— Provided material —
^^^^^^^^^^^^^^^^

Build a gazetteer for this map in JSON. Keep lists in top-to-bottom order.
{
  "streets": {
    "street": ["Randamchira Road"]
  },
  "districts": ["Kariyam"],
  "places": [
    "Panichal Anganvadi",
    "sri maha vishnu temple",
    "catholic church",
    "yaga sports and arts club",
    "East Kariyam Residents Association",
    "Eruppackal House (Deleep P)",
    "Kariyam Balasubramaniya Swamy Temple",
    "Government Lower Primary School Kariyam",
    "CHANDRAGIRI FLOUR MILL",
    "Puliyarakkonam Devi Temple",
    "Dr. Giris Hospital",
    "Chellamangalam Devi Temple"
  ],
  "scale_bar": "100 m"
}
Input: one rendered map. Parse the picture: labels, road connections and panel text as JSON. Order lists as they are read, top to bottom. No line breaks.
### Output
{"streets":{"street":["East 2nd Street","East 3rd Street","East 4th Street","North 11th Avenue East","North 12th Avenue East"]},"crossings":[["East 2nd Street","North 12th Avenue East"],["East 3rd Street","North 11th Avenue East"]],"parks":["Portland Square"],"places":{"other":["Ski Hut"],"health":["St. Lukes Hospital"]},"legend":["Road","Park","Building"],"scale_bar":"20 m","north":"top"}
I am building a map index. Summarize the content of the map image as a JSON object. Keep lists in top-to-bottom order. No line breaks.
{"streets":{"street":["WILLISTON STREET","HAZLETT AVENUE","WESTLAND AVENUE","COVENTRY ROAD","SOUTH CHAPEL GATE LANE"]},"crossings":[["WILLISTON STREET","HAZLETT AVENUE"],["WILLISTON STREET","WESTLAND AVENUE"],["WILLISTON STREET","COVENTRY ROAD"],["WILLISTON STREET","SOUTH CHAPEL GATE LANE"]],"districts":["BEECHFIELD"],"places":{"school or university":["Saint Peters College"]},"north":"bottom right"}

^^^^^^^^^^^^^^^^

— Activity —
Word for word, set down every line of the material above.

— Result below —
Build a gazetteer for this map in JSON. Keep lists in top-to-bottom order.
{
  "streets": {
    "street": ["Randamchira Road"]
  },
  "districts": ["Kariyam"],
  "places": [
    "Panichal Anganvadi",
    "sri maha vishnu temple",
    "catholic church",
    "yaga sports and arts club",
    "East Kariyam Residents Association",
    "Eruppackal House (Deleep P)",
    "Kariyam Balasubramaniya Swamy Temple",
    "Government Lower Primary School Kariyam",
    "CHANDRAGIRI FLOUR MILL",
    "Puliyarakkonam Devi Temple",
    "Dr. Giris Hospital",
    "Chellamangalam Devi Temple"
  ],
  "scale_bar": "100 m"
}
Input: one rendered map. Parse the picture: labels, road connections and panel text as JSON. Order lists as they are read, top to bottom. No line breaks.
### Output
{"streets":{"street":["East 2nd Street","East 3rd Street","East 4th Street","North 11th Avenue East","North 12th Avenue East"]},"crossings":[["East 2nd Street","North 12th Avenue East"],["East 3rd Street","North 11th Avenue East"]],"parks":["Portland Square"],"places":{"other":["Ski Hut"],"health":["St. Lukes Hospital"]},"legend":["Road","Park","Building"],"scale_bar":"20 m","north":"top"}
I am building a map index. Summarize the content of the map image as a JSON object. Keep lists in top-to-bottom order. No line breaks.
{"streets":{"street":["WILLISTON STREET","HAZLETT AVENUE","WESTLAND AVENUE","COVENTRY ROAD","SOUTH CHAPEL GATE LANE"]},"crossings":[["WILLISTON STREET","HAZLETT AVENUE"],["WILLISTON STREET","WESTLAND AVENUE"],["WILLISTON STREET","COVENTRY ROAD"],["WILLISTON STREET","SOUTH CHAPEL GATE LANE"]],"districts":["BEECHFIELD"],"places":{"school or university":["Saint Peters College"]},"north":"bottom right"}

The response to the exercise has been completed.